**WORK TASK:**
For the entries below, how many lines contain the word "right"? Reply with the number and nothing else.

**PROVIDED RECORDS:**
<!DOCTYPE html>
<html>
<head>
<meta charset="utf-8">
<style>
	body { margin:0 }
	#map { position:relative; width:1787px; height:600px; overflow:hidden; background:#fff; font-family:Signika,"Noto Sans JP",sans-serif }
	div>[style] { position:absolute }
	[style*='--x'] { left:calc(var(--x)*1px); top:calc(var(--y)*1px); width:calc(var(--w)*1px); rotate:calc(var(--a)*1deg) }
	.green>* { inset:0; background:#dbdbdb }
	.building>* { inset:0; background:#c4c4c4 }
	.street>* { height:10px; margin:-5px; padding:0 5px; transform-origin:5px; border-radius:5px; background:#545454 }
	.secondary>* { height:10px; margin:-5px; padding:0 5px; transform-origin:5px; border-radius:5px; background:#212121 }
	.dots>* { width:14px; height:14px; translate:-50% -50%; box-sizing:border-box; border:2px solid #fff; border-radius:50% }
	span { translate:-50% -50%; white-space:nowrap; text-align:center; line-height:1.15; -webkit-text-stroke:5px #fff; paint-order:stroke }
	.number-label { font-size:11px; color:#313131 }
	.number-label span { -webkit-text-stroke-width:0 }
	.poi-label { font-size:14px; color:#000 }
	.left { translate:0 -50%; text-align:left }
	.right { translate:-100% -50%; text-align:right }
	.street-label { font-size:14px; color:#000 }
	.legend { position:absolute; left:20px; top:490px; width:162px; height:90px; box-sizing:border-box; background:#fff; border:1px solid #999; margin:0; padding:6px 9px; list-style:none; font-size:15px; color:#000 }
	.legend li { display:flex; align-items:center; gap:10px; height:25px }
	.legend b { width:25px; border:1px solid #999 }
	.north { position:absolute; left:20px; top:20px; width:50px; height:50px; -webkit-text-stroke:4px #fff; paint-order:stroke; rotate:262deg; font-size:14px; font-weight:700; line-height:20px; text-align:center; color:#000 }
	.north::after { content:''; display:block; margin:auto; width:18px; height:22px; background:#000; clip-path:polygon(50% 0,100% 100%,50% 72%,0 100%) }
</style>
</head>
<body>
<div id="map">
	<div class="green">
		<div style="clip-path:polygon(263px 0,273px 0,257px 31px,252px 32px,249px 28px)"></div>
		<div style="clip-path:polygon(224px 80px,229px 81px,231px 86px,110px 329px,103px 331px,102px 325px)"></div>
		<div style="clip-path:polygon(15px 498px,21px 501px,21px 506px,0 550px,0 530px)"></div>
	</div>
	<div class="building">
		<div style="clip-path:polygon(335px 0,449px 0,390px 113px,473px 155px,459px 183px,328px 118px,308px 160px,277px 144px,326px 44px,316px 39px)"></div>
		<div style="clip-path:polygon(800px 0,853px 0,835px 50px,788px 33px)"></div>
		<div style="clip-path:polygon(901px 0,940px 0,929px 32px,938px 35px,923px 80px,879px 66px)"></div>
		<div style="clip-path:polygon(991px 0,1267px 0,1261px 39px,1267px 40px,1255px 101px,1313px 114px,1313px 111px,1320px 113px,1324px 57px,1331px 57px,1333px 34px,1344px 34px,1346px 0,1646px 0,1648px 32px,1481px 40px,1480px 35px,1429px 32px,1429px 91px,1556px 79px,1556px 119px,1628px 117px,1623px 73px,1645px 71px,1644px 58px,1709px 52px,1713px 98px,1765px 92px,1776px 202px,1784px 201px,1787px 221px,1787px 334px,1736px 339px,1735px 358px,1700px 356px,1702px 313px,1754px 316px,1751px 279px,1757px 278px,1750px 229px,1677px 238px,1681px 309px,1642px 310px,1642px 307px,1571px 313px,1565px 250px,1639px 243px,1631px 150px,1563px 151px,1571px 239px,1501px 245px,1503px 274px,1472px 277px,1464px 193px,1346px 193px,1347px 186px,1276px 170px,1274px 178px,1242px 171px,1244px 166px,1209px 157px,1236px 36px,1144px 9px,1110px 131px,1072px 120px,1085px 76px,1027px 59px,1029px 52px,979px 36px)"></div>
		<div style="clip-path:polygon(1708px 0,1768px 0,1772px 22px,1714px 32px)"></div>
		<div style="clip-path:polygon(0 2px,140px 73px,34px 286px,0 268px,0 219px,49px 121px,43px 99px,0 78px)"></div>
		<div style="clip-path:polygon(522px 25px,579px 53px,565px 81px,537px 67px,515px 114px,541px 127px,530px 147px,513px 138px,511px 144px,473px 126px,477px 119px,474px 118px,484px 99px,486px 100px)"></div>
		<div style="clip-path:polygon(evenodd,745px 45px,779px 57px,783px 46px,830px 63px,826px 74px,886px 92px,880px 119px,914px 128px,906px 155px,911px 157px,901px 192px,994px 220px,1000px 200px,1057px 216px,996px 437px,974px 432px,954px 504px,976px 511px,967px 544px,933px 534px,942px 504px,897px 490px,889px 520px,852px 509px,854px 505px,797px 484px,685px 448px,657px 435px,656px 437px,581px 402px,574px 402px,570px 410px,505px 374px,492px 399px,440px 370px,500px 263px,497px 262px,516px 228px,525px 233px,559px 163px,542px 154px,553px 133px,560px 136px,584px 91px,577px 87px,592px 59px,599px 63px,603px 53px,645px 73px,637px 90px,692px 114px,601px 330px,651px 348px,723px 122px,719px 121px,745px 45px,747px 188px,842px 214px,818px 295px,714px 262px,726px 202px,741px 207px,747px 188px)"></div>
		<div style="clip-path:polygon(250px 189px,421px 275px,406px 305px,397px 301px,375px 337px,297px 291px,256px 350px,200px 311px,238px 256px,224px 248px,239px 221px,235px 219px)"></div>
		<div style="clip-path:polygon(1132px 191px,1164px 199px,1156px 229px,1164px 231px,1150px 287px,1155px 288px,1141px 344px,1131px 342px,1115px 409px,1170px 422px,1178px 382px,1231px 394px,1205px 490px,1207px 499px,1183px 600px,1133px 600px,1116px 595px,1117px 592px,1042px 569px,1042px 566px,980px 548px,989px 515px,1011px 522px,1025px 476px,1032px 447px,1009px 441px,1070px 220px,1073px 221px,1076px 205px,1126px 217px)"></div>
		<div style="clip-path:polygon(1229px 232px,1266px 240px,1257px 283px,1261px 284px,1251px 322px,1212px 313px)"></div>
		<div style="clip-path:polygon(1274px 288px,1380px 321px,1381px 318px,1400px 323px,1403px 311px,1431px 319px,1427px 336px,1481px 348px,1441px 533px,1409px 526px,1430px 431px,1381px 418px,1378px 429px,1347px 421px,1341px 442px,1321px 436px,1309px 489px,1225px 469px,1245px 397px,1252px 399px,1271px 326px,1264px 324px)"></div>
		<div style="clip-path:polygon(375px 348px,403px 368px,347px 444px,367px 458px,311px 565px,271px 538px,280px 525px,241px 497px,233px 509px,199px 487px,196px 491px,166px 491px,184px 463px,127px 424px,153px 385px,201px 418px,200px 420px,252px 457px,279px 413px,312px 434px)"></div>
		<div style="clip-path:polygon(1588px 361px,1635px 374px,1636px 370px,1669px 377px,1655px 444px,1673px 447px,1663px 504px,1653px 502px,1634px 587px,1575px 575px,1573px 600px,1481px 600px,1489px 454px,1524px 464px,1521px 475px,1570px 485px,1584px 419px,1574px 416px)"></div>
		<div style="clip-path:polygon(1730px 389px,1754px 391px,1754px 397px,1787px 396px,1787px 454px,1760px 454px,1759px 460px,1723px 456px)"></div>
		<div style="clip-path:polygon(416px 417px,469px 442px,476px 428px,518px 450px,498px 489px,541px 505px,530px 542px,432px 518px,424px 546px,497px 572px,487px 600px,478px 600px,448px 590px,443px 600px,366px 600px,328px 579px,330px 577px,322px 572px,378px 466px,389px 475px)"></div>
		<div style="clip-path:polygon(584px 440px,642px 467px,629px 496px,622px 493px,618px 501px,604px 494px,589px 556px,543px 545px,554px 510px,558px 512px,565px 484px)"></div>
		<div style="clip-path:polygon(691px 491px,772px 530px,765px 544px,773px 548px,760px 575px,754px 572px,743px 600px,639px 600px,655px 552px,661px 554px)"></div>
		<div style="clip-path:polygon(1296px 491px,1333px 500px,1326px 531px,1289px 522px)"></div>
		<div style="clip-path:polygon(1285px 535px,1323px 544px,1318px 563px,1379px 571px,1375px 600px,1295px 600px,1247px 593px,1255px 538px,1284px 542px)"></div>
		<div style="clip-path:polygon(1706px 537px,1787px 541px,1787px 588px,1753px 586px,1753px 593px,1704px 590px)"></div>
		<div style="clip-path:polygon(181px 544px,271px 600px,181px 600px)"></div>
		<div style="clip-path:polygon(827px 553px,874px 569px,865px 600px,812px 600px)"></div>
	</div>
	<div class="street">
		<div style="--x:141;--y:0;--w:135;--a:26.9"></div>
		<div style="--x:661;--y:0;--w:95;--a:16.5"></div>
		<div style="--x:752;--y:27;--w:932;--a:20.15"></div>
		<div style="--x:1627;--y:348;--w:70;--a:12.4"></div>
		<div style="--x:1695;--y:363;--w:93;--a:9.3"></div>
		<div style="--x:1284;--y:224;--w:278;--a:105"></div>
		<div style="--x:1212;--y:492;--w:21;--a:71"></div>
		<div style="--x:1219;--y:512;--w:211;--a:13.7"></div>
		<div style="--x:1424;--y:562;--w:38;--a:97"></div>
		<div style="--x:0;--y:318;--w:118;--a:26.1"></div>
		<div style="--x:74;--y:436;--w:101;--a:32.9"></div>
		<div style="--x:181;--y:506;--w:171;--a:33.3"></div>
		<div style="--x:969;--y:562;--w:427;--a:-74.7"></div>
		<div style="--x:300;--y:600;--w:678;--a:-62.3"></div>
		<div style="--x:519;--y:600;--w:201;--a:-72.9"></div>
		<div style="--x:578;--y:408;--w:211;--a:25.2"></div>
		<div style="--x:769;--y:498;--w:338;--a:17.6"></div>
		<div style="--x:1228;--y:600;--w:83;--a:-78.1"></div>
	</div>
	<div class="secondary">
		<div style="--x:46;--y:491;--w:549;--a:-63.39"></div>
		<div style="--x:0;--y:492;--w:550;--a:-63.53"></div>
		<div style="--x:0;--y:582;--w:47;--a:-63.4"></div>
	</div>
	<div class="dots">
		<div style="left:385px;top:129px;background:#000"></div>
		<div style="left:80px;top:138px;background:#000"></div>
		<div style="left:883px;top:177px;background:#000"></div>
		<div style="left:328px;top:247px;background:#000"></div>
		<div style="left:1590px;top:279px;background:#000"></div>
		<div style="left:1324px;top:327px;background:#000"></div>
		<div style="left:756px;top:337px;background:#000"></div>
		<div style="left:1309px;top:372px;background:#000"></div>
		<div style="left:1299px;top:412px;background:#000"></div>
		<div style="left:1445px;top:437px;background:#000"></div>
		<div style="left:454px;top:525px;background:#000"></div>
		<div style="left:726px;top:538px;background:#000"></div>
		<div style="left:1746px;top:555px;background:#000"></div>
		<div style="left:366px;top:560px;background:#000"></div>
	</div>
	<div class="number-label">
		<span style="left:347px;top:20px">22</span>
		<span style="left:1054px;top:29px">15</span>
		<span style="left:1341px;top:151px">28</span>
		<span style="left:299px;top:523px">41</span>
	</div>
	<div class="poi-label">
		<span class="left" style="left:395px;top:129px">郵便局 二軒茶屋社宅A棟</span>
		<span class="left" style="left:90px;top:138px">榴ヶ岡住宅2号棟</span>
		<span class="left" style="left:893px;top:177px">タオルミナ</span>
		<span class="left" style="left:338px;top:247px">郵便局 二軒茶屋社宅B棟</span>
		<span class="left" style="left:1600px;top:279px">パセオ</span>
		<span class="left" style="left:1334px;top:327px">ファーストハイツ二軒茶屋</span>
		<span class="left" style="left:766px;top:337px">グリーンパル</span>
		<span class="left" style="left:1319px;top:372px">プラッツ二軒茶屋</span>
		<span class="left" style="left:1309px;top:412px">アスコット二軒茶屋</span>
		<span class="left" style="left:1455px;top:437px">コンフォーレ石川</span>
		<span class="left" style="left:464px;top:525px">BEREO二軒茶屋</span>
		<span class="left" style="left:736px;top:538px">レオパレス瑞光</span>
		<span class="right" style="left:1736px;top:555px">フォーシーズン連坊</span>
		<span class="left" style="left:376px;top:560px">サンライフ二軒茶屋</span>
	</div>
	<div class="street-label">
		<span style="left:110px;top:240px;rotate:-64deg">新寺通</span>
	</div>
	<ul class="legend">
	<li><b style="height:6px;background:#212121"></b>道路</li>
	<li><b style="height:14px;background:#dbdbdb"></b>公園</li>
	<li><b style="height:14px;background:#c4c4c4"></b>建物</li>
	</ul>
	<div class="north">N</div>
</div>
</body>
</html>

**SOLVED PROBLEM:**
2